[THE DATA]
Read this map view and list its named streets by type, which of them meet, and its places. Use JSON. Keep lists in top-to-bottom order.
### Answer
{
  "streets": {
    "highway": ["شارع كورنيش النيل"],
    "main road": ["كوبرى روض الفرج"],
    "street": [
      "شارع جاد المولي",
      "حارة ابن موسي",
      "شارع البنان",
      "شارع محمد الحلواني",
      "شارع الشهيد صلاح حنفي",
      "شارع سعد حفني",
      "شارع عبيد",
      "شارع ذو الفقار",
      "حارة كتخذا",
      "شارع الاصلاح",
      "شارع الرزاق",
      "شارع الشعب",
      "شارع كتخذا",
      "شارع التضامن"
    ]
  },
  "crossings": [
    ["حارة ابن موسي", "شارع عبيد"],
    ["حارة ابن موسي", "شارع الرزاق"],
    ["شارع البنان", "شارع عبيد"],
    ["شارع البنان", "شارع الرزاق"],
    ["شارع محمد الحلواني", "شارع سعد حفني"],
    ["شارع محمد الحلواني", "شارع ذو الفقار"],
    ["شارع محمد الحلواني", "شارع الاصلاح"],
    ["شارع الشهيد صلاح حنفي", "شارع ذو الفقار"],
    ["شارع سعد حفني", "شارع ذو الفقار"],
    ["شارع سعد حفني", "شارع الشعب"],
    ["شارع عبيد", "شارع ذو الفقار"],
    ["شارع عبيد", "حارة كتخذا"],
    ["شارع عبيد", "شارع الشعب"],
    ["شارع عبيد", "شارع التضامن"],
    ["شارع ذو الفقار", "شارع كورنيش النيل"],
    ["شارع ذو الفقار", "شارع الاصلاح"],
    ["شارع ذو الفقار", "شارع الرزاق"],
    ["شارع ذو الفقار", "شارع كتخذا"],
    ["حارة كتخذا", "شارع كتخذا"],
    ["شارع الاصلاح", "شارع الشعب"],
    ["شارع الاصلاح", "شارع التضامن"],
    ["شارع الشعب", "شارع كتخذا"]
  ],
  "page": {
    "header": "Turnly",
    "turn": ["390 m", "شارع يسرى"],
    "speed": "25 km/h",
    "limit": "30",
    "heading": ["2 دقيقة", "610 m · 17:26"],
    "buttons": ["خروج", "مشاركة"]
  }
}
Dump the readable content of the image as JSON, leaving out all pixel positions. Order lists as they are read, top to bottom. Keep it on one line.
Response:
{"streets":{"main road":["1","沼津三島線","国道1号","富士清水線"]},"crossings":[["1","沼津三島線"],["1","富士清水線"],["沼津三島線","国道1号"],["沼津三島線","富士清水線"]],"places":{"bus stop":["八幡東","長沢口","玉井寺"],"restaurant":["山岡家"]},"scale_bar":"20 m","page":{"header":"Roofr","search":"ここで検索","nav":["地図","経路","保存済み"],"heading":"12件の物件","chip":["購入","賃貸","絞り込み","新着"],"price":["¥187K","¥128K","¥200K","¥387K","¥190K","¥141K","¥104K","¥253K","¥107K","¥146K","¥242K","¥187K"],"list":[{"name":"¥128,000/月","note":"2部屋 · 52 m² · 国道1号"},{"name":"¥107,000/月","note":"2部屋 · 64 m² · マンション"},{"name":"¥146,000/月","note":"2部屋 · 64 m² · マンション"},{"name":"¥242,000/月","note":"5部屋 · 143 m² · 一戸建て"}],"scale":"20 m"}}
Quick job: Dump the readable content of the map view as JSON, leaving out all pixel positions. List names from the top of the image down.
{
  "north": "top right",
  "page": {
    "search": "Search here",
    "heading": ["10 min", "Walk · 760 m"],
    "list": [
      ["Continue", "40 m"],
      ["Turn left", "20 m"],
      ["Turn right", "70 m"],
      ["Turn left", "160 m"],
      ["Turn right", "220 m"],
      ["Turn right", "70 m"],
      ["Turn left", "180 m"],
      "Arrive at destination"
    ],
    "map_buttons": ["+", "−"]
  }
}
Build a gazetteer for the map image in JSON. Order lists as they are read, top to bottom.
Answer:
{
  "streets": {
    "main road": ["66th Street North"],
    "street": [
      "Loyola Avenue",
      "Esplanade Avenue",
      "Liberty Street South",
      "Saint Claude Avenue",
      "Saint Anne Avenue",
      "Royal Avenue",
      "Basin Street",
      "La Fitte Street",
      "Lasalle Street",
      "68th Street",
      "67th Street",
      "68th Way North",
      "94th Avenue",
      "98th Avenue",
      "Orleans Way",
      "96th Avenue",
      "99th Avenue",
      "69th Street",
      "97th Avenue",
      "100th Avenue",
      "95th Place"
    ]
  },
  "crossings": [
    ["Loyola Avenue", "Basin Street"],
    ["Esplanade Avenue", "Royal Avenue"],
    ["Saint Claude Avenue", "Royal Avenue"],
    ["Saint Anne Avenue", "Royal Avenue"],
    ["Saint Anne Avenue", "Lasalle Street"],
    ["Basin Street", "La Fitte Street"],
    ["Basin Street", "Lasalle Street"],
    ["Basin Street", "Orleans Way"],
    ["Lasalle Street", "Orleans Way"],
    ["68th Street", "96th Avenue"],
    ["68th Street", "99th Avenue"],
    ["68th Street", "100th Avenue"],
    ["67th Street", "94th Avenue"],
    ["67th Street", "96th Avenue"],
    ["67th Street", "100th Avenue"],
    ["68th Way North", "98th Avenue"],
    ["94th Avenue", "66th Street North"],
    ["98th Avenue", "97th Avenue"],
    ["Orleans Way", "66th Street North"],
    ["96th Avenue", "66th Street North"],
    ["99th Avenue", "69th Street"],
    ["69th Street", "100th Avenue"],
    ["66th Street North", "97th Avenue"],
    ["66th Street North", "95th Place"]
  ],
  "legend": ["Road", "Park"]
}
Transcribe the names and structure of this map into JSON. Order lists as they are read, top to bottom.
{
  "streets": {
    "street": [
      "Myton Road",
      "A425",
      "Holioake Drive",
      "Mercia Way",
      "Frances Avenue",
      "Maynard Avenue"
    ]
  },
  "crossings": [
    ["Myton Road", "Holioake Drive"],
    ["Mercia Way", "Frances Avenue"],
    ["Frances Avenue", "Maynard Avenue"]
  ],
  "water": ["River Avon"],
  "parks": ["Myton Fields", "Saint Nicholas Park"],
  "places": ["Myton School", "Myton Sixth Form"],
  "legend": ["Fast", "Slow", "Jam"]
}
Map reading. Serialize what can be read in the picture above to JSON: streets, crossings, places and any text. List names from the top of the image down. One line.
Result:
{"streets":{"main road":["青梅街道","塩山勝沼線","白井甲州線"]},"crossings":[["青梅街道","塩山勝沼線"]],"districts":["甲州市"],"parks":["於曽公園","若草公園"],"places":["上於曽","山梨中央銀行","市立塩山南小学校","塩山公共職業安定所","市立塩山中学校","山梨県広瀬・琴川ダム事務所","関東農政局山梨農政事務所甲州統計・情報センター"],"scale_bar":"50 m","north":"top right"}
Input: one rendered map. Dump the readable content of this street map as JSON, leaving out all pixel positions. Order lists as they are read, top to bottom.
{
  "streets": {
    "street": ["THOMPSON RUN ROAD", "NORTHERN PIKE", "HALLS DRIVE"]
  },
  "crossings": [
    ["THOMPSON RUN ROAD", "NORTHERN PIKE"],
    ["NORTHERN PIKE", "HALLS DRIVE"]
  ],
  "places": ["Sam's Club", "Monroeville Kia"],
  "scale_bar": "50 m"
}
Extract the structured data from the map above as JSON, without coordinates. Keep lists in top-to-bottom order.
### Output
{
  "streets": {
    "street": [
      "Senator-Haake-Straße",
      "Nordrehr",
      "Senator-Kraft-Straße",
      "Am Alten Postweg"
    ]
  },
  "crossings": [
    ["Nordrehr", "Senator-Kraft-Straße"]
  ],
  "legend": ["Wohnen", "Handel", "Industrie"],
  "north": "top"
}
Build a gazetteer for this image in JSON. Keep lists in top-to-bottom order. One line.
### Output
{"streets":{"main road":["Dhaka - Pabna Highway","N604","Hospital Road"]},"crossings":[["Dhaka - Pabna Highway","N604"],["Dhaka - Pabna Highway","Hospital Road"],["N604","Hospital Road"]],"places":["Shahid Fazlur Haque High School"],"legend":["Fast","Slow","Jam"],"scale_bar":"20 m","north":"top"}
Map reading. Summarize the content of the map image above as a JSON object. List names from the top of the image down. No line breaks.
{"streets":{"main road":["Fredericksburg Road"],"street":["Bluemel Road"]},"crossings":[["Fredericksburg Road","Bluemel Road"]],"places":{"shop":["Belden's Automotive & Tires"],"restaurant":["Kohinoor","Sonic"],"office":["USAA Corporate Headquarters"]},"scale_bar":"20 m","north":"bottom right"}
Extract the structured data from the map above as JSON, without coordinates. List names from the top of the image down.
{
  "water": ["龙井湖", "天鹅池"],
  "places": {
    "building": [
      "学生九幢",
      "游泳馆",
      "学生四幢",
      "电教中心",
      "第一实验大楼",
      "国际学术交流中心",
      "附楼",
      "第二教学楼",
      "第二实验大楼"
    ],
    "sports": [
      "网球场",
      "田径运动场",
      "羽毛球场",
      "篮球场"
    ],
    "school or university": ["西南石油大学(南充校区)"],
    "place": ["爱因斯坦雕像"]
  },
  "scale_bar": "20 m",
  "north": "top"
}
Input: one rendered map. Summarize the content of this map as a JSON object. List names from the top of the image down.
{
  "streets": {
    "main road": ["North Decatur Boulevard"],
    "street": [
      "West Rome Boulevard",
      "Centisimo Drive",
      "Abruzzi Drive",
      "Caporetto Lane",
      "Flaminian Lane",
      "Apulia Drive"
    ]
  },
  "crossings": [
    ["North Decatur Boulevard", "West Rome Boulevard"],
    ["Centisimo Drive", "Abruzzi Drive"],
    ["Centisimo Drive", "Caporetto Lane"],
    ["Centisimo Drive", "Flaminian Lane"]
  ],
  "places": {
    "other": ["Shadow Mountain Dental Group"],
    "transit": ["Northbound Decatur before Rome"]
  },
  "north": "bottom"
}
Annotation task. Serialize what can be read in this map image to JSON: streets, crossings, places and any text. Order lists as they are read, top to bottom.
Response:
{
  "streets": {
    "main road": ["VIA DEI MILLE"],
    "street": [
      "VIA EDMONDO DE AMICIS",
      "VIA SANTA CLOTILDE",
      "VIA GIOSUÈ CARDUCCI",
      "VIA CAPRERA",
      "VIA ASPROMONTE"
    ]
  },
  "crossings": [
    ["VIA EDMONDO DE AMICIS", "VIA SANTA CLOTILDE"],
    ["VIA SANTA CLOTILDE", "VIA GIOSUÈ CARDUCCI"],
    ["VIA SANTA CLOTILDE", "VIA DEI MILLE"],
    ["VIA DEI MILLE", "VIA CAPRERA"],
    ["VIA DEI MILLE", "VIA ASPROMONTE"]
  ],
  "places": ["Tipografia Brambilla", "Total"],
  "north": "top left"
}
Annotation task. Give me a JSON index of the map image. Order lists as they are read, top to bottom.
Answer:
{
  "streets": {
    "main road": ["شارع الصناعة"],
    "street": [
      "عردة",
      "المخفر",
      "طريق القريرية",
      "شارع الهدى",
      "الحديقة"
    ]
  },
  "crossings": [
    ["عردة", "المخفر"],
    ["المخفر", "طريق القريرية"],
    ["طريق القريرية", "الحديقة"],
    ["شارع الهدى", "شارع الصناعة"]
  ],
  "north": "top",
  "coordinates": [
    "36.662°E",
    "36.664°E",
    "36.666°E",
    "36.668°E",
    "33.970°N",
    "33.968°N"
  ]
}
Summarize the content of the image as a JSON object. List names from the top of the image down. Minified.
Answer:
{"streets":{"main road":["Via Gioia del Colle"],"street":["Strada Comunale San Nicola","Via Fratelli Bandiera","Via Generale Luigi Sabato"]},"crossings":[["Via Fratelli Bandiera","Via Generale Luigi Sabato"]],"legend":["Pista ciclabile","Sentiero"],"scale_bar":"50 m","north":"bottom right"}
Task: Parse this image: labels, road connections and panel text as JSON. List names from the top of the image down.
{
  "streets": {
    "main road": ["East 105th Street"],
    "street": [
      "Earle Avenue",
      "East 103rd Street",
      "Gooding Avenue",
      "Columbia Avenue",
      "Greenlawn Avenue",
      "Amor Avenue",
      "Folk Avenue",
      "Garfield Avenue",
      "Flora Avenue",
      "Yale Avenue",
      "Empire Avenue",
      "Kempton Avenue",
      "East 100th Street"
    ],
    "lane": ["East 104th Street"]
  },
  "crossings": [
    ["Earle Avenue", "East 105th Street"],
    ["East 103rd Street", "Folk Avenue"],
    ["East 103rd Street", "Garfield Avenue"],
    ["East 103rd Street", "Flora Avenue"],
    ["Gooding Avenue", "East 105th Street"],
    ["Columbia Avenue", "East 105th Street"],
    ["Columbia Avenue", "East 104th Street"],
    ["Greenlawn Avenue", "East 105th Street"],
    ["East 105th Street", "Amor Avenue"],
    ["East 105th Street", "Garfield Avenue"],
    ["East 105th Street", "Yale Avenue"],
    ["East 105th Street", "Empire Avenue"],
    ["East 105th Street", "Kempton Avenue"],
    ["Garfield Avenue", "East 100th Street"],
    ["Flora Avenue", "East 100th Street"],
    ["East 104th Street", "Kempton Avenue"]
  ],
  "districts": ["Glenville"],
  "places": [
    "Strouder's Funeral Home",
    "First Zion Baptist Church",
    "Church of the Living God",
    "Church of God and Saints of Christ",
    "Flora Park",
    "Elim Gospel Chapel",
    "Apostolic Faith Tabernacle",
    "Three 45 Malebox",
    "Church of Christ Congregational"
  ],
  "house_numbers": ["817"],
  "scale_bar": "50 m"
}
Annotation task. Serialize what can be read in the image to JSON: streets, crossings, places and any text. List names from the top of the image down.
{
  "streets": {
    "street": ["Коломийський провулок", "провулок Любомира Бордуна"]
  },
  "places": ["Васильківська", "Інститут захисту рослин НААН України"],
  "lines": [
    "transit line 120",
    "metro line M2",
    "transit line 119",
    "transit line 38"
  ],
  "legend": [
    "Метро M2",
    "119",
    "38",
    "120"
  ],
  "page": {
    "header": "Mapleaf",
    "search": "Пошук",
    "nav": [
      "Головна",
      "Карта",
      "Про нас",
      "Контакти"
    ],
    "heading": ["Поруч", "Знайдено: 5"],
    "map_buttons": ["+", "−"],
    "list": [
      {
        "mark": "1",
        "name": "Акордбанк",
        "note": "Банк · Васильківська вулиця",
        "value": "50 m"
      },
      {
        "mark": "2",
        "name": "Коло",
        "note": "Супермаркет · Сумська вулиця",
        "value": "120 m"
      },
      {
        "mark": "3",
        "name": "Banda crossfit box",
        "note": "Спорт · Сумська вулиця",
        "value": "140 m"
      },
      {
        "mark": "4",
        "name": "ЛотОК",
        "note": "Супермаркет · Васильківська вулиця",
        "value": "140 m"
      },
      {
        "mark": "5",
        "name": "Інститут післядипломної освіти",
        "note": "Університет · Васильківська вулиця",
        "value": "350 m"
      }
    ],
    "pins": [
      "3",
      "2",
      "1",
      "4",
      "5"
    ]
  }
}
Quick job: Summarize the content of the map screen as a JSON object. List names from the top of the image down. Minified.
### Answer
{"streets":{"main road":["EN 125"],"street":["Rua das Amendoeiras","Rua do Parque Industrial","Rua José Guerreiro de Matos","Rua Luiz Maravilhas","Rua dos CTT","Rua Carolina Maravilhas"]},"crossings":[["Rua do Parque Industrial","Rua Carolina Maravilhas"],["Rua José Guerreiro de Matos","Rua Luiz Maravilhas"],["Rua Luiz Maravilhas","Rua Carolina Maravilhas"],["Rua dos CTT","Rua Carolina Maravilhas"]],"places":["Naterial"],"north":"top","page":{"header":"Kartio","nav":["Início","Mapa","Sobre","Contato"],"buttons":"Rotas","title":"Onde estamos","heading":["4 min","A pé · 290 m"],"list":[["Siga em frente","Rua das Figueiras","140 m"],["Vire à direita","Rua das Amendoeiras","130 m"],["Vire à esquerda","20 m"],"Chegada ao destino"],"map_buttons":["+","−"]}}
[/THE DATA]
> [TASK DETAILS] Count how many lines of the listing above include the word "Minified", then reply with that count and no other text.

> [WRITTEN RESPONSE] 2